- AIM OF THE EXERCISE -
A copy of the listing below is needed, exact in every line and without images.

- DATA PROVIDED -
◆ ◆ ◆ ◆ ◆
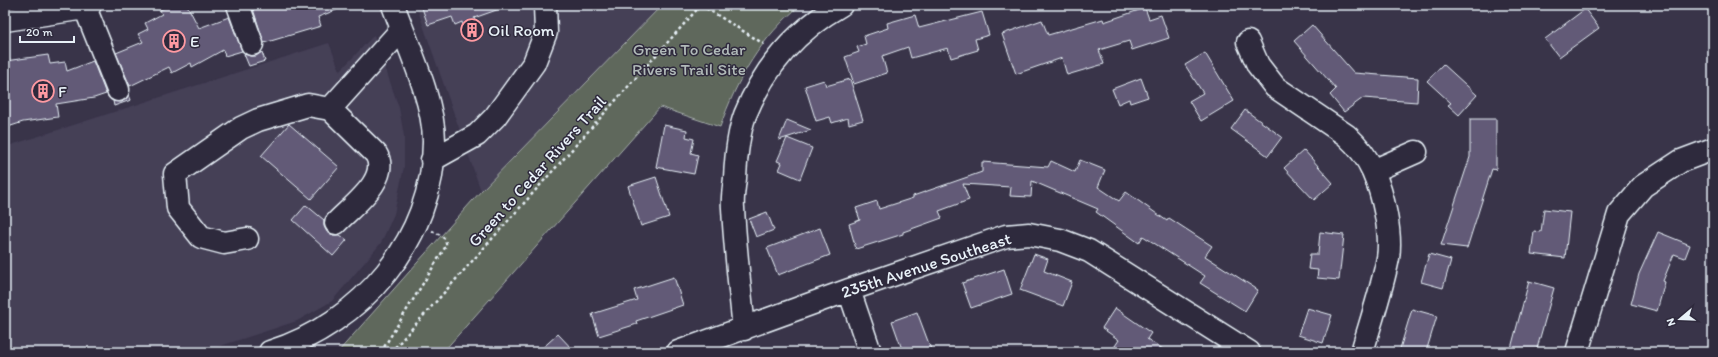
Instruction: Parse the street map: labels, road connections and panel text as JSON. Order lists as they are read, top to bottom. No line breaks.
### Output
{"streets":{"street":["235th Avenue Southeast"],"path":["Green to Cedar Rivers Trail"]},"parks":["Green To Cedar Rivers Trail Site"],"places":{"building":["Oil Room","E","F"]},"scale_bar":"20 m","north":"left"}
◆ ◆ ◆ ◆ ◆
- TASK ANSWER -
Instruction: Parse the street map: labels, road connections and panel text as JSON. Order lists as they are read, top to bottom. No line breaks.
### Output
{"streets":{"street":["235th Avenue Southeast"],"path":["Green to Cedar Rivers Trail"]},"parks":["Green To Cedar Rivers Trail Site"],"places":{"building":["Oil Room","E","F"]},"scale_bar":"20 m","north":"left"}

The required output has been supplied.